D'abord lire les extraits de deux textes.
Le premier est celui de Tim Berners Lee, James Hendler et Ora Lassila, publié le 17 mai 2001, qui jette les bases de ce qui deviendra le web sémantique (extrait de la traduction française proposée par Elisabeth Lacombe et Jo Link-Pezet).
"La sono hurlait la chanson des Beatles "We can work it out" (Ensemble, on peut y arriver ) quand le téléphone sonna. Quand Pete répondit, son téléphone baissa le son en envoyant un message aux autres appareils locaux possédant un contrôleur de volume. Sa sœur Lucie l'appelait depuis le cabinet du médecin : "Maman a besoin de voir un spécialiste et de suivre des séances de thérapie, deux ou trois fois par semaine. Je vais demander à mon agent de nous arranger les rendez-vous". Pete accepta tout de suite la responsabilité de la conduire en voiture à tour de rôle.
Depuis le cabinet du médecin, Lucie donna des instructions à son agent du Web sémantique par le biais de son navigateur. L'agent trouva rapidement l'information concernant le traitement prescrit à Maman à partir de l'agent du médecin, parcourut plusieurs listes de fournisseurs de services, vérifia la couverture d'assurance pour la mère pour trouver un thérapeute dans un rayon de 20 miles de son domicile et prit en considération les taux de satisfaction "excellent" ou "très bon" attribués par des services d'évaluation fiables. Il fallut ensuite essayer de faire coïncider les heures de rendez-vous possibles (fournies par les agents de fournisseurs individuels à travers leur site Web) avec les emplois du temps chargés de Pete et Lucy. (Les mots clés en italique indiquent les termes dont la sémantique ou la signification ont été définies pour l'agent à travers le Web sémantique).
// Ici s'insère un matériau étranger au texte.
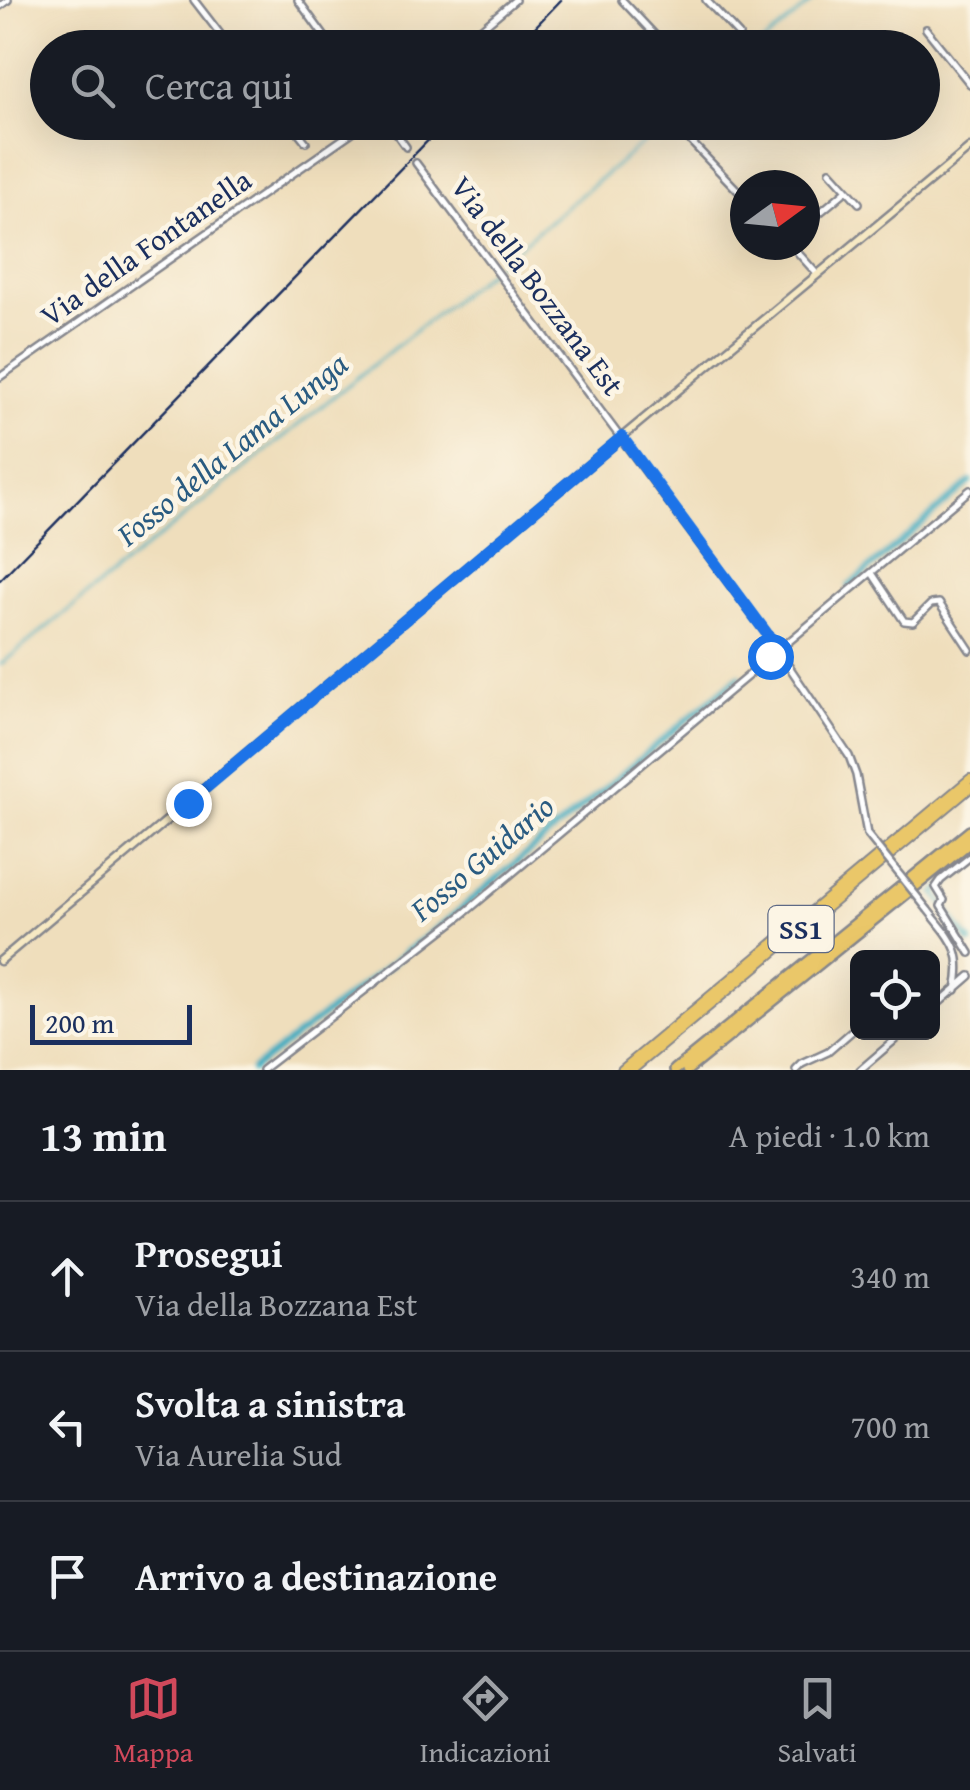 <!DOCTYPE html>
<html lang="it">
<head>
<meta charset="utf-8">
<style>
	body { margin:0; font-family:"Gentium Book Plus",serif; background:#242831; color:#f1f3f6 }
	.controls { position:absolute; right:30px; bottom:30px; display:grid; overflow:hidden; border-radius:15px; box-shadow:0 10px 40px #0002 }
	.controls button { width:90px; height:90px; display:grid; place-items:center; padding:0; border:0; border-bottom:2px solid #363941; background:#171b24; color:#f1f3f6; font:50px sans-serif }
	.compass { position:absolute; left:730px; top:170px; width:90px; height:90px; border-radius:50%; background:#171b24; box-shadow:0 10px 40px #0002; rotate:75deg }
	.scale { position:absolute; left:30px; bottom:25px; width:162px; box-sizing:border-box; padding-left:10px; border:5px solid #1b2f5e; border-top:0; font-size:28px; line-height:35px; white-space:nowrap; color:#1b2f5e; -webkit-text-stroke:8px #fcf5e5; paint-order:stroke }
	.stop { position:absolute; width:30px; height:30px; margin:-22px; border:8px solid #1a73e8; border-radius:50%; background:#fff }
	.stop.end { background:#1a73e8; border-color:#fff; box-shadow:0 2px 10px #0008 }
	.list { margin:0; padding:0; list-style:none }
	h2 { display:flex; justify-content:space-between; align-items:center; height:130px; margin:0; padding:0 40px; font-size:42px }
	h2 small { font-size:32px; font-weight:400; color:#9ea1a6 }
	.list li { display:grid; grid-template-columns:65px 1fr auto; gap:30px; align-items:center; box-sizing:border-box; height:150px; padding:0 40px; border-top:2px solid #363941 }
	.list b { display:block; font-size:38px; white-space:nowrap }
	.list p { margin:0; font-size:32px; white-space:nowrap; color:#9ea1a6 }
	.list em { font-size:32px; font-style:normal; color:#9ea1a6 }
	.icon { flex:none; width:55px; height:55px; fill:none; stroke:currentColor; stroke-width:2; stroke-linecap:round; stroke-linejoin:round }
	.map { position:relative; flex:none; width:970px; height:1070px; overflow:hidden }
	.search { position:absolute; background:#171b24; box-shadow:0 10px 40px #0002; left:30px; right:30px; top:30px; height:110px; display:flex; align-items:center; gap:25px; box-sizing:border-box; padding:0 35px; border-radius:55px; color:#9ea1a6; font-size:38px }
	.sheet { height:580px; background:#171b24 }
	nav { display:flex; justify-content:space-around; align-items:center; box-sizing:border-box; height:140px; border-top:2px solid #363941; background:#171b24; font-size:28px; color:#9ea1a6 }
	nav a { display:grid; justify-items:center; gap:5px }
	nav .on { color:#d1495b }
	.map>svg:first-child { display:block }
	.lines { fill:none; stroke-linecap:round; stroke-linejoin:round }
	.stream { stroke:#42adc1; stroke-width:2.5 }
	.canal { stroke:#42adc1; stroke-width:6 }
	.minor-casing { stroke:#85868d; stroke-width:10 }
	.tertiary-casing { stroke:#85868d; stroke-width:10 }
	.secondary-casing { stroke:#85868d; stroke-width:11 }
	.trunk-casing { stroke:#85868d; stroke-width:12 }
	.motorway-casing { stroke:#85868d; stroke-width:14 }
	.minor { stroke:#fff; stroke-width:5 }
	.tertiary { stroke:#fff; stroke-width:5 }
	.secondary { stroke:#f7e9c3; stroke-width:6 }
	.trunk { stroke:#eac769; stroke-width:8 }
	.motorway { stroke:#eac769; stroke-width:9 }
	.rail { stroke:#1b2f5e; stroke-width:2.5 }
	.minor-bridge-casing { stroke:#85868d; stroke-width:10; stroke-linecap:butt }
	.minor-bridge { stroke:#fff; stroke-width:5 }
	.route { stroke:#1a73e8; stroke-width:12 }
	.labels { text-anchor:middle; stroke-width:9; stroke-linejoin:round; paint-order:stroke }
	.shield { fill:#fcf5e5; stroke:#5e6a86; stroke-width:2.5 }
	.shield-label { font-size:28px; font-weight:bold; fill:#1b2f5e }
	.street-label { font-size:30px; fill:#1b2f5e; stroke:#fcf5e5 }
	.water-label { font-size:32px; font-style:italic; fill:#295b81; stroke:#fcf5e5 }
</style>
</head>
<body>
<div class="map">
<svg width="970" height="1070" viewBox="0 0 970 1070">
	<rect width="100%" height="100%" fill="#fcf5e5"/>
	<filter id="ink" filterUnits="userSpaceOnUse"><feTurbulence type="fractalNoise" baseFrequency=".01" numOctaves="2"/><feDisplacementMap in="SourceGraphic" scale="20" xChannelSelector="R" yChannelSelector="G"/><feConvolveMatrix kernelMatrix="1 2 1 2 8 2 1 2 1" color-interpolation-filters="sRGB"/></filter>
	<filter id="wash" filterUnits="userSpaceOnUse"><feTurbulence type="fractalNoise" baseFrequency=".0048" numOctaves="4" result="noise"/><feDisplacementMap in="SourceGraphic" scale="40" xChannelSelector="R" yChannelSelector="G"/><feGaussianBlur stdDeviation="2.25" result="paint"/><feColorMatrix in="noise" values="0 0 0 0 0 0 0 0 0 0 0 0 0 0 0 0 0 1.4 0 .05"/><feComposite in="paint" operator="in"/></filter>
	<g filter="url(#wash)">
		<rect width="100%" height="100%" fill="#efdebc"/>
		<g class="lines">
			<!-- stream -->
			<path class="stream" d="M757 48 814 0
				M497 265 668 122
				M0 665 492 269"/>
			<!-- canal -->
			<path class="canal" d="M849 586 970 482
				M970 865 935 893 970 942
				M252 1070 440 926 739 676"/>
		</g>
	</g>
	<g filter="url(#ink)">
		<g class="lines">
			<!-- minor casing -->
			<g class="minor-casing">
				<path id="minor" d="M194 0 231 48
					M298 0 333 48
					M622 0 667 48
					M706 0 739 35
					M926 29 970 84
					M458 48 515 0
					M290 122 306 142
					M388 122 406 147
					M673 123 745 198
					M416 163 772 641 849 756 856 775 867 834
					M830 171 859 203
					M805 225 847 190
					M791 245 817 274
					M0 377 367 122
					M872 573 904 621 913 622 931 604 939 603 970 650
					M970 857 941 880 936 887 944 900 941 906 970 953
					M928 910C951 940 965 949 956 990
					M932 1009 970 976
					M262 1070 461 916 970 490
					M796 1070 802 1064 828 1052 858 1026
					M860 1070 903 1033"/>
			</g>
			<!-- tertiary casing -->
			<g class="tertiary-casing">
				<path id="tertiary" d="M0 6 8 0"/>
			</g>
			<!-- secondary casing -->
			<g class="secondary-casing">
				<path id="secondary" d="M0 961 622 437 970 148"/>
			</g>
			<!-- trunk casing -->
			<g class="trunk-casing">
				<path id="trunk" d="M622 1070 970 779
					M632 1070 970 788"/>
			</g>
			<!-- motorway casing -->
			<g class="motorway-casing">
				<path id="motorway" d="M675 1070 970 831
					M687 1070 970 842"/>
			</g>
			<!-- minor -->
			<use href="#minor" class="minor"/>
			<!-- tertiary -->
			<use href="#tertiary" class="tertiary"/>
			<!-- secondary -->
			<use href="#secondary" class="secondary"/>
			<!-- trunk -->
			<use href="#trunk" class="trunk"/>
			<!-- motorway -->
			<use href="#motorway" class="motorway"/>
			<!-- rail -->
			<path class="rail" d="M515 48 561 0
				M0 580 446 122"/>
			<!-- minor-bridge casing -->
			<g class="minor-bridge-casing">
				<path id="minor-bridge" d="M867 834 928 910"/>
			</g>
			<!-- minor-bridge -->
			<use href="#minor-bridge" class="minor-bridge"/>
		</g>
	</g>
	<g class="lines" filter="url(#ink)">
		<!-- route -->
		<path class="route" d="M188 803 622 437 779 650 770 656"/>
	</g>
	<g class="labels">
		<!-- shield labels -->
		<rect class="shield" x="768.5" y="906" width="65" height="46" rx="8"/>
		<g class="shield-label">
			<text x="801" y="939">SS1</text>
		</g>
		<!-- street labels -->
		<g class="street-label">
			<text transform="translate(146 248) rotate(-35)" y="10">Via della Fontanella</text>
			<text transform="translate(537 286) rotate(53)" y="10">Via della Bozzana Est</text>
		</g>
		<!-- water labels -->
		<g class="water-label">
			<text transform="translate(232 449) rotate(-39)" y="11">Fosso della Lama Lunga</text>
			<text transform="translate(482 858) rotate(-40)" y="11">Fosso Guidario</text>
		</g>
	</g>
</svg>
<div class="controls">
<button><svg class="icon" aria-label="locate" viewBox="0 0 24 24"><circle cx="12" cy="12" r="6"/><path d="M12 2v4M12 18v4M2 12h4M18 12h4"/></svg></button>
</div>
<svg class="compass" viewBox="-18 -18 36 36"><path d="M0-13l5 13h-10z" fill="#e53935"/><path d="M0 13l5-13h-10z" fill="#9ea1a6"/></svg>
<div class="scale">200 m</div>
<div class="stop" style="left:770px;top:656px"></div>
<div class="stop end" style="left:188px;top:803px"></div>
<div class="search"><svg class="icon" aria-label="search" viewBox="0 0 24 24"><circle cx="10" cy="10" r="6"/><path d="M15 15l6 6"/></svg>Cerca qui</div>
</div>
<section class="sheet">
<h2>13 min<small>A piedi · 1.0 km</small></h2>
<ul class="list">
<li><svg class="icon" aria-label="ahead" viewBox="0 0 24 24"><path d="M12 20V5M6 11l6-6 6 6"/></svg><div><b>Prosegui</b><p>Via della Bozzana Est</p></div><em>340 m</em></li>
<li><svg class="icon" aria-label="left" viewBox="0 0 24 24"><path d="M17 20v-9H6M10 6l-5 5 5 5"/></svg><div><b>Svolta a sinistra</b><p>Via Aurelia Sud</p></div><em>700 m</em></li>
<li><svg class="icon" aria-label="arrive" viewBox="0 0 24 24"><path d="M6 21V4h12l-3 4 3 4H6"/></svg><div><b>Arrivo a destinazione</b></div></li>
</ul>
</section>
<nav>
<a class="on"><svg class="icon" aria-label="map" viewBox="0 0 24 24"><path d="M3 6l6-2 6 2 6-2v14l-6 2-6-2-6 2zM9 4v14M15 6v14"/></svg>Mappa</a>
<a><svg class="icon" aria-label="directions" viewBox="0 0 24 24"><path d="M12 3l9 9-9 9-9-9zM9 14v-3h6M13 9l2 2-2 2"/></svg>Indicazioni</a>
<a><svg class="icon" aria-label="saved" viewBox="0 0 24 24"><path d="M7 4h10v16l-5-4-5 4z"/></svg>Salvati</a>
</nav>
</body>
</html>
L'agent leur fournit un plan en quelques minutes. Pete ne fut pas d'accord : l'hôpital de l'université se trouvait de l'autre côté de la ville par rapport au domicile de sa mère, et il lui faudrait la ramener à l'heure de pointe. Il fit refaire la recherche par son propre agent en ajoutant des critères de choix plus précis comme le lieu et l'horaire. L'agent de Lucy, qui a une confiance totale dans l'agent de Pete dans le contexte particulier de cette tâche lui a apporté automatiquement de l'aide en lui fournissant des codes d'accès et des raccourcis à partir des données qu'il avait déjà triées.
Un nouveau plan fut présenté instantanément : il y avait une clinique beaucoup plus proche avec des horaires plus matinaux, mais il y avait aussi deux avertissements. D'abord, Pete devrait reprogrammer deux de ses rendez-vous (parmi les moins importants). Il vérifia de quoi il s'agissait : ce n'était pas un problème. L'autre remarque concernait la liste des compagnies d'assurance qui avait oublié d'inclure ce fournisseur (NDLR : la clinique) dans la liste des thérapeutes médicaux. "Le type de service ainsi que le statut du plan d'assurance ont été vérifiés de manière sûre par d'autres moyens "le rassura l'agent." Détails ?".
Lucy enregistra son accord au moment même où Pete grommelait. "Epargne-moi les détails" et tout fut réglé. (Bien sûr, Pete n'a pu s'empêcher de vouloir connaître ces détails : plus tard ce soir-là, son agent lui expliqua comment il avait découvert ce fournisseur bien qu'il ne fût pas sur la liste.) (…) Pete et Lucy ont pu utiliser leurs agents pour mener à bien leur recherche non pas grâce à la toile telle qu'elle est aujourd'hui, mais plutôt grâce au Web sémantique de demain. Actuellement, presque tout le contenu du Web est destiné à être lu, il n'est pas fait pour être manipulé de façon intelligente par des programmes informatiques."
Le second est un article d'Yves Eudes paru dans l'édition du 16 Mars 2012 du journal Le Monde et titré "Les prodiges de Sophie".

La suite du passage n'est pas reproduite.